A buzz at my pocket impelled me to pull out my phone, unlocking it to see the message:
‘You almost here?’
I glanced back at my friend’s house in the distance, its familiar jagged roof poking just above the neighbouring apartments and its bleak paintwork just as chipped and weathered as I remembered.
‘In like 5 min’ I answered.
As I approached his home, I couldn’t help but recall the years we shared before my family moved away. Even after nearly a decade I regarded Rick Usher as one of my boon companions, and though we only talked through texts and occasional meetups we still shared the quasi-brotherly bond we forged in boyhood. During the pandemic we talked with each other most often; while he provided me with conversation so I didn’t slowly go insane, I helped by giving him advice on his rocky relationship with his sister. Maddie, who had been staying at his place for some time after a messy breakup of hers, had always been the polar opposite of her brother. It was a common joke among our group of friends that if one believed something then the other would believe the opposite, and when it came to the all-encompassing quarantine they had frequent arguments about safety precautions.

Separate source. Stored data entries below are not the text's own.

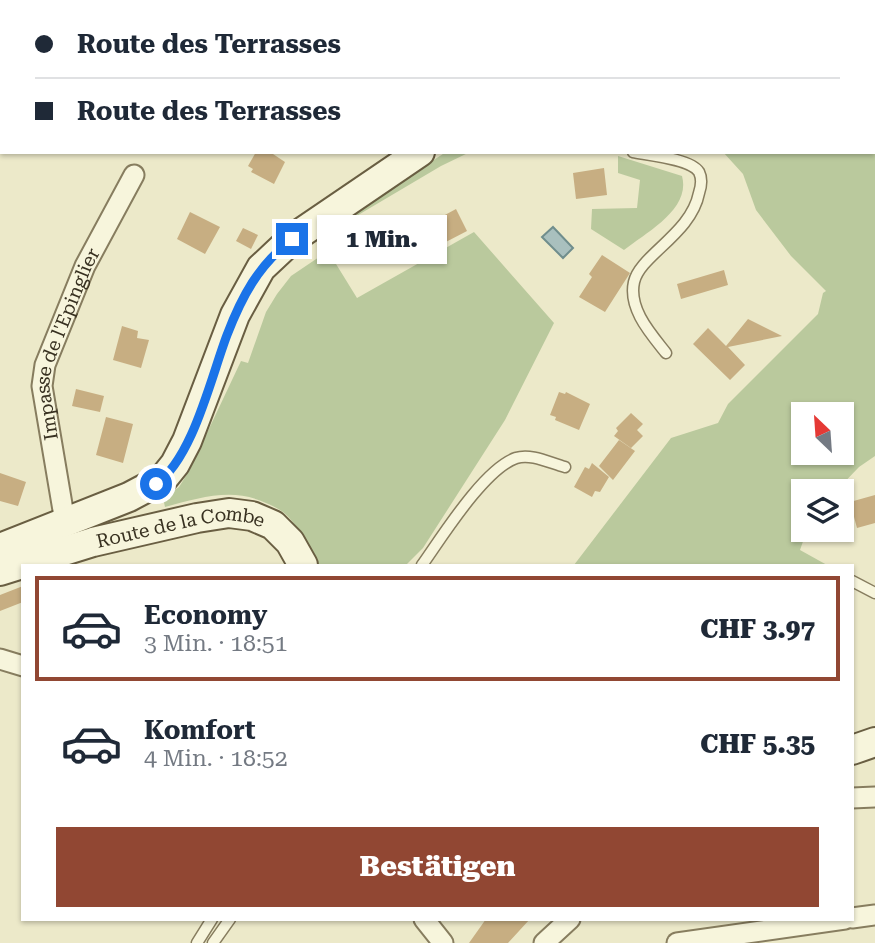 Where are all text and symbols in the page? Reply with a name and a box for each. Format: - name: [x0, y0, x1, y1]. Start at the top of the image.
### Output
- text: Route des Terrasses: [77, 29, 341, 59]
- text: Route des Terrasses: [77, 96, 341, 126]
- callout: 1 Min.: [316, 215, 446, 264]
- route end: [276, 223, 308, 255]
- text: 1 Min.: [346, 226, 418, 253]
- street label: Impasse de l'Epinglier: [31, 244, 105, 442]
- north arrow: [791, 402, 854, 466]
- map controls: [791, 402, 854, 542]
- route start: [140, 468, 172, 500]
- button: layers: [791, 479, 854, 542]
- street label: Route de la Combe: [94, 502, 269, 553]
- icon: car: [60, 597, 123, 660]
- text: Economy: [144, 600, 267, 630]
- text: CHF 3.97: [700, 614, 815, 644]
- text: 3 Min. · 18:51: [144, 630, 288, 657]
- icon: car: [60, 712, 123, 775]
- text: Komfort: [144, 715, 256, 745]
- text: CHF 5.35: [700, 729, 815, 759]
- text: 4 Min. · 18:52: [144, 745, 288, 772]
- button: Bestätigen: [56, 827, 819, 907] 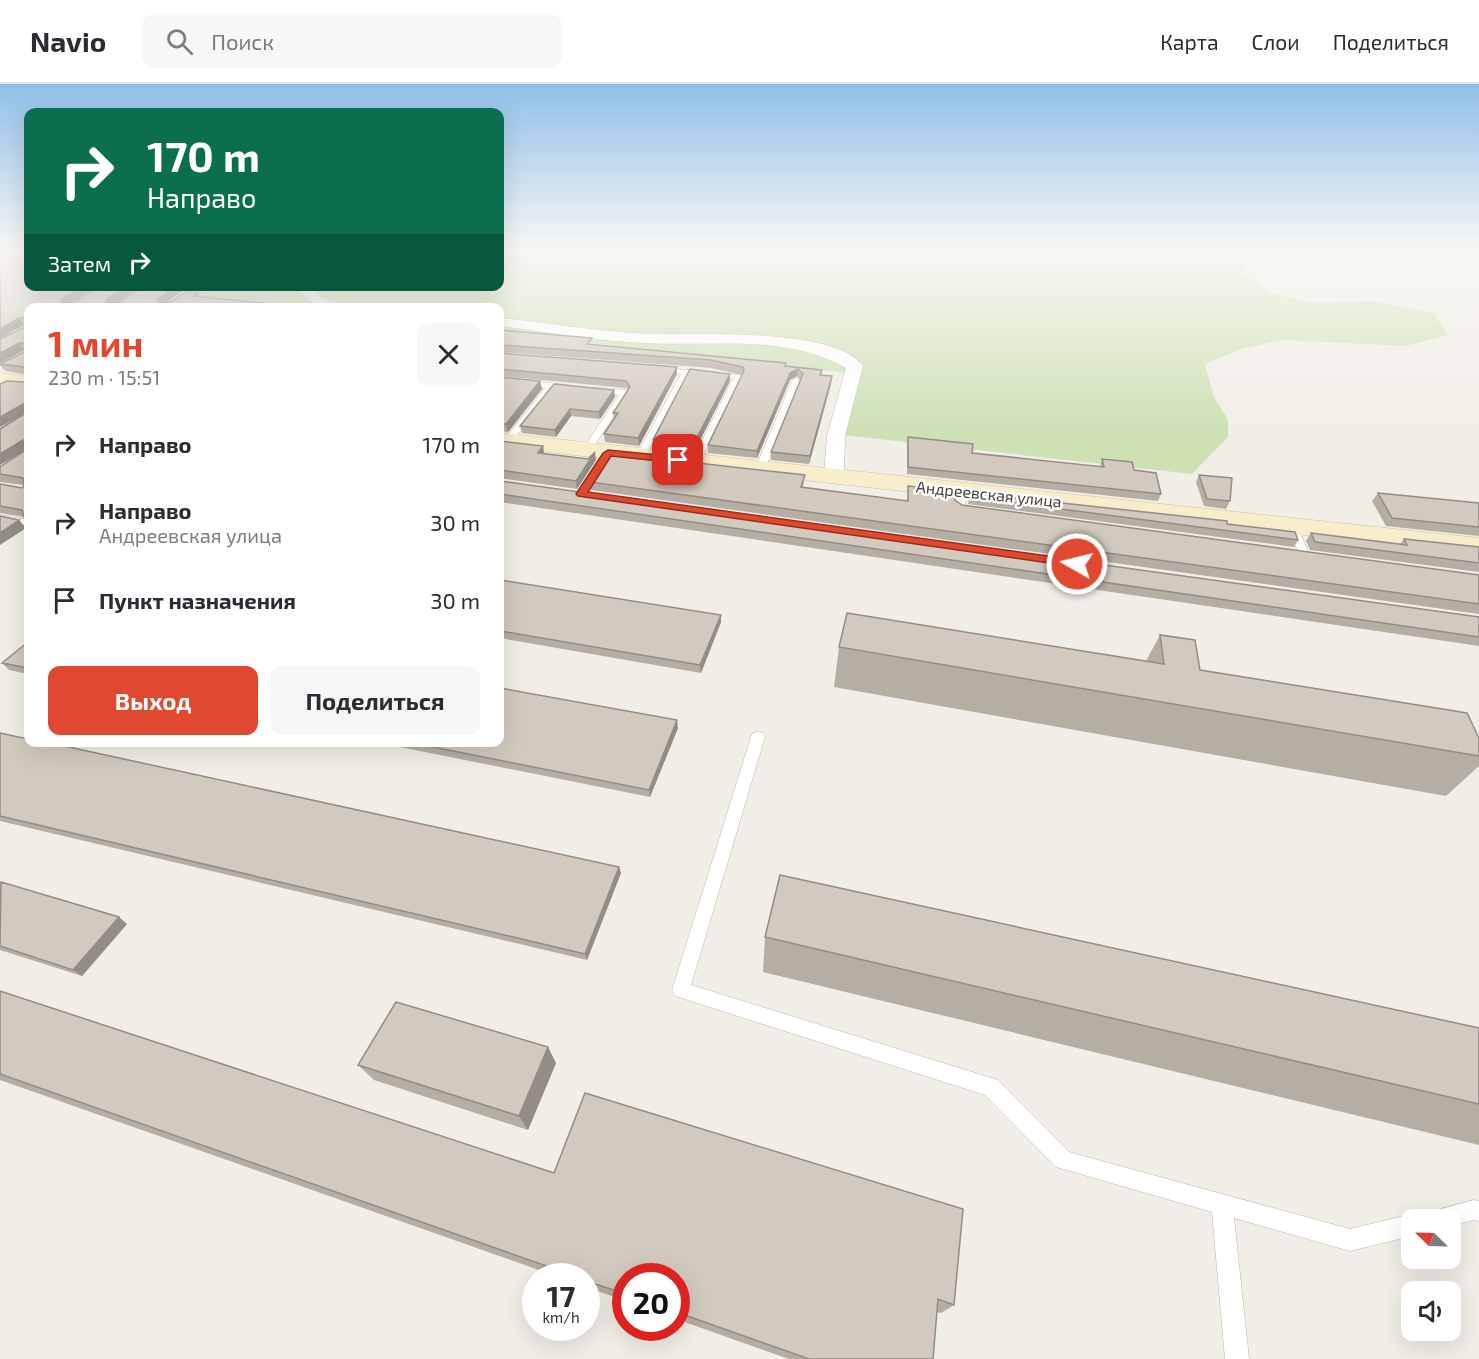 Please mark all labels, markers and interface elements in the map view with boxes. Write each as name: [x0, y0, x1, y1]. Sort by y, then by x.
search box: [142, 14, 562, 68]
text: Navio: [30, 24, 106, 58]
icon: search: [163, 25, 196, 58]
text: Поиск: [211, 28, 274, 54]
text: Карта: [1160, 29, 1219, 54]
text: Слои: [1252, 29, 1300, 54]
text: Поделиться: [1333, 29, 1449, 54]
text: 170 m: [147, 130, 260, 180]
icon: right: [48, 132, 126, 210]
text: Направо: [147, 181, 256, 213]
icon: right: [123, 246, 156, 279]
text: Затем: [48, 250, 111, 276]
text: 1 мин: [48, 321, 143, 364]
button: close: [417, 323, 480, 386]
text: 230 m · 15:51: [48, 365, 160, 389]
icon: right: [48, 428, 81, 461]
text: Направо: [99, 431, 192, 457]
text: 170 m: [423, 431, 480, 457]
pin: [652, 434, 703, 485]
icon: arrive: [661, 443, 694, 476]
street label: Андреевская улица: [915, 476, 1063, 512]
text: Направо: [99, 497, 192, 523]
icon: right: [48, 506, 81, 539]
text: 30 m: [430, 509, 480, 535]
text: Андреевская улица: [99, 523, 282, 547]
position arrow: [1045, 532, 1109, 596]
icon: arrive: [48, 584, 81, 617]
text: Пункт назначения: [99, 587, 296, 613]
text: 30 m: [430, 587, 480, 613]
button: Выход: [48, 666, 258, 735]
button: Поделиться: [270, 666, 480, 735]
north arrow: [1401, 1209, 1461, 1269]
map controls: [1401, 1209, 1461, 1341]
speed limit sign: 20: [612, 1263, 690, 1341]
text: 17: [547, 1277, 575, 1313]
button: sound: [1401, 1281, 1461, 1341]
text: km/h: [542, 1308, 580, 1326]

It was with a sigh of elation and nervosity that I first arrived before the Usher house. The place always seemed to me to be ancient and alive, with its vacant eye-like windows and the extensive spread of the vegetation around it. Vines reached over the sides of the building, minute fungi hung like spiderwebs from the eaves, and every crack and splinter in the discolored walls was accentuated with the hint of something green growing beneath. As a child I could’ve sworn there was something haunted about the place, as if ghosts roamed there at night and monsters shuffled quietly in the basement. One aspect that was new, however, was a faint foul smell surrounding the property. I couldn’t quite place a finger on what it was, but it reminded me somewhat of the time I spent at my uncle’s farm.
“Eddy!” cried the voice of my friend, suddenly at the door with a refreshing grin on his face, which snapped me from my phantasmagoric ruminations.
“Hey!” I answered as I smiled back, and we quickly hugged outside before he wordlessly invited me in. I came to realize that it was the first human contact I had felt in months, and it was strange to think I received it so far from my own home. I dropped my backpack near the door and took a look inside.
The room in which I found myself was very large and lofty. The furniture and decoration of the place was as dilapidated and antiquated as I recalled, though now that Rick was in charge of the place instead of his parents it was easy to spot how he’d changed it: various instruments were scattered around like generous seasoning on a salad, posters of different bands, movies. and video games hung on the walls to show he wasn’t as old as he looked, and (presumably due to his time of seclusion) several books laid dejected on tables and seats. On one of the tables was his record player, and beside it stood his large catalogue of vinyl albums.
Rick and I talked together at length here, mostly about how bizarre it was to finally see each other and how my voyage to his house had been. I briefly debated bringing up the subject of the foul odour I’d previously noticed, but figured it was best to ask after we had had our pleasantries. We caught up as we often did, and throughout our lively discussion I was surprised that we weren’t being interrupted by his sister. It was a common occurrence for Maddie to suddenly barge into a conversation upon hearing Rick propose his opinion about something, taking the chance to go on a tirade against it and make fun of him in front of his friends. As we exchanged words I also noted how he’d physically changed since the last I saw him: his features had grown gaunt, the shadows of his eyes darkened, and though genuinely or by a trick of the light he seemed considerably paler. When I asked about his condition he simply laughed it off and replied:
“Surprised you’re not looking like a ghoul too, having no one at home with you.”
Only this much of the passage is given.